Seeing examples of early writing from these four areas together in one place, you can’t fail to be impressed by the wonder of human creativity in these independent inventions that fundamentally transformed the very nature of civilization
The ability to represent language graphically, to make language visible, stands as one of humanity’s greatest intellectual and cultural achievements. Given in conjunction with the special exhibit, Visible Language, this lecture explores how and why humans first invented writing by comparing the Mesopotamian, Egyptian, Chinese, and Mesoamerican inventions–the four instances in history when writing was invented–out of nothing. In this lecture, Christopher Woods discusses cultural contexts and structural features of each of these systems, focusing on important similarities and differences between them.
UPDATE: A recent article discusses the positives and some negatives of the new exhibit.
The Miqra’ Group has a two-year plan for reading the entire Hebrew Bible. (HT: Charles)

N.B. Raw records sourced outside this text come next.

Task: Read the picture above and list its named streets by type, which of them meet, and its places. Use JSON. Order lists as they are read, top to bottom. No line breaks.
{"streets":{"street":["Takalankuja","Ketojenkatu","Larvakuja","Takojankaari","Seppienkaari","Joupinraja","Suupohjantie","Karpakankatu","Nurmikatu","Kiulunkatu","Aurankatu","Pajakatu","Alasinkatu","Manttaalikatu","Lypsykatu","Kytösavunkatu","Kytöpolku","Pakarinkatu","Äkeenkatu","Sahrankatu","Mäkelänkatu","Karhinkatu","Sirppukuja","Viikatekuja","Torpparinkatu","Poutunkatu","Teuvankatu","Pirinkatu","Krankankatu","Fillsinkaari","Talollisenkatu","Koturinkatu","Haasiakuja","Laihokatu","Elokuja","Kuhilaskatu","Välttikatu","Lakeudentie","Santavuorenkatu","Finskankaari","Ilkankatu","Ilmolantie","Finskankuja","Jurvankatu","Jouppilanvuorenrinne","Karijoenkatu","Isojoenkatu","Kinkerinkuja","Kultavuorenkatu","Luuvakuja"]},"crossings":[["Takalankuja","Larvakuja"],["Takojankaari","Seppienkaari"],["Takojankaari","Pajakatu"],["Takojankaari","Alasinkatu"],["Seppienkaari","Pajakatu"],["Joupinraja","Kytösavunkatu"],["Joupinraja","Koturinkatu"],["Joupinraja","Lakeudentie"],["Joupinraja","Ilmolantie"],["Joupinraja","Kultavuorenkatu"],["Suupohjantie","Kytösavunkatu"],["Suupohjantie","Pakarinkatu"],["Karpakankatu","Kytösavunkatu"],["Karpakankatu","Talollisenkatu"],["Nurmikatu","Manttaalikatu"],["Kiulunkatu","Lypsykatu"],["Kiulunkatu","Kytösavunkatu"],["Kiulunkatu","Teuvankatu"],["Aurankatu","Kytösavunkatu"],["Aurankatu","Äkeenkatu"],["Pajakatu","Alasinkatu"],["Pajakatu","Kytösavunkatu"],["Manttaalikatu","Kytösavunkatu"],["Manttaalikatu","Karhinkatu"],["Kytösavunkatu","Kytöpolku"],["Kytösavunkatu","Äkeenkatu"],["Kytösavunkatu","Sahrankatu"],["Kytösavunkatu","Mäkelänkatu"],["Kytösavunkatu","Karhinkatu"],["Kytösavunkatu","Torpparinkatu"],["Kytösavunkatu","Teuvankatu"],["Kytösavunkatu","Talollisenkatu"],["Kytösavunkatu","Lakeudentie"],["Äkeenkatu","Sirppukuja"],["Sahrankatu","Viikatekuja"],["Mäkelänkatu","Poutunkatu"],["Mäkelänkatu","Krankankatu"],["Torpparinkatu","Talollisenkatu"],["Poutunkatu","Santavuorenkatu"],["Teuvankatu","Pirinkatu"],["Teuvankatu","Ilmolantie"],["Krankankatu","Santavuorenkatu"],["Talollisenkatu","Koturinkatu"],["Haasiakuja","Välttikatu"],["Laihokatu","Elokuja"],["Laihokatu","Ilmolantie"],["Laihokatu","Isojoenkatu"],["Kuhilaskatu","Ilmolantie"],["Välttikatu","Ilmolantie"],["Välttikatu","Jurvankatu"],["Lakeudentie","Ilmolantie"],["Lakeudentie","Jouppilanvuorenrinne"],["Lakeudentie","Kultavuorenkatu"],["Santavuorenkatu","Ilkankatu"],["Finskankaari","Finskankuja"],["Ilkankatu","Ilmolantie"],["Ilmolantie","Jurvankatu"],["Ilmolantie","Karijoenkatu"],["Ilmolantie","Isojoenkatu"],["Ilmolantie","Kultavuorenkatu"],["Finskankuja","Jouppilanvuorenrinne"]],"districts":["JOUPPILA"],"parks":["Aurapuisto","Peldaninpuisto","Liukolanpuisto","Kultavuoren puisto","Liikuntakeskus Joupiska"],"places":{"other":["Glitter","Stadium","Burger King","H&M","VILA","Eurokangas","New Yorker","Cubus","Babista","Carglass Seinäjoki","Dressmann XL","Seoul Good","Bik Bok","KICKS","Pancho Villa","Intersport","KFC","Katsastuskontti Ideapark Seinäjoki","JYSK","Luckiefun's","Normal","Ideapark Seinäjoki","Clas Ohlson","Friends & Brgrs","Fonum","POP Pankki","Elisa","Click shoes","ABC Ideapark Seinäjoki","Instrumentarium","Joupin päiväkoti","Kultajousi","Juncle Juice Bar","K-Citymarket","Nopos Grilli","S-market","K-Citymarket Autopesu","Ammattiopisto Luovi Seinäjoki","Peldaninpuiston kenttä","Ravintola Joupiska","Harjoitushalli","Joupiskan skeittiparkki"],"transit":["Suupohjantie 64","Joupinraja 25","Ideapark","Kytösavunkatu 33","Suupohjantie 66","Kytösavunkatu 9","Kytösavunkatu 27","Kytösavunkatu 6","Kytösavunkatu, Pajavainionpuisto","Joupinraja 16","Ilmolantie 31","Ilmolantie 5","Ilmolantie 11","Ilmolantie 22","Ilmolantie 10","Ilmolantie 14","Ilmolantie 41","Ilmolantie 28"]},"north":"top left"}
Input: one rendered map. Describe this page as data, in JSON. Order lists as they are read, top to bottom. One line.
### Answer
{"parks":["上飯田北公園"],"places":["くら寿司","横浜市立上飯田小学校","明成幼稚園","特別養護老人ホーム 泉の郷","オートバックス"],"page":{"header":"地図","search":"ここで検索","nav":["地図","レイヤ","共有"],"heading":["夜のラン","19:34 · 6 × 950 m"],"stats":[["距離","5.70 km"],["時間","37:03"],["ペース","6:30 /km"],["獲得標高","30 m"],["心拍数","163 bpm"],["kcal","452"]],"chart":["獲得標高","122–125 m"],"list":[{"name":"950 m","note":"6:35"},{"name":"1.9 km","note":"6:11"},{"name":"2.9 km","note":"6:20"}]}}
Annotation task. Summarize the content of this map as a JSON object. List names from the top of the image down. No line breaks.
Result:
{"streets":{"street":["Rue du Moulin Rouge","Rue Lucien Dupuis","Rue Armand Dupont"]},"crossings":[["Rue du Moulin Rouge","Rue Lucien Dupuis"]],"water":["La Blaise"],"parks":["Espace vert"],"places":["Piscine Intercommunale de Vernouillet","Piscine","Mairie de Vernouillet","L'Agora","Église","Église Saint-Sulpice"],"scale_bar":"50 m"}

LiveScience posted a short Q&A with Gonzalo Rubio about working in dead languages. In response to a question about what it is like to study a dead langauge, Rubio said, “In many regards, we are resuscitating a dead civilization through the understanding of its dead languages.” He continued:
When one studies an economic document from ancient Mesopotamia, there are names of individuals entering a contract or making a purchase, normally in front of a number of named witnesses: These are all people who lived three or four thousand years ago, people whose names were forgotten and buried in the sand until modern scholars brought them back to a modicum of life in their articles and books. When an assyriologist holds a tablet inscribed with cuneiform characters, be it in Sumerian or in Akkadian, there is a chance that she or he may be the first person to read that text again after millennia of oblivion. Even if one is not the epigrapher who first looks at the tablets found at an archaeological site, even as a scholar reading texts at a museum, there is an overwhelming feeling of discovery and recovery, the excitement of bringing a civilization back to life by understanding it, text by text, tablet by tablet.
Finally, Pete Bekins has continued his helpful series of article/book summaries with a brief discussion of Blau’s Phonology and Morphology of Biblical Hebrew. Pete’s assessment of the book is spot on. I agree that it is good to have this title finally published in English, but it exposes the unfortunate state of affairs in the study of Biblical Hebrew phonology and morphology.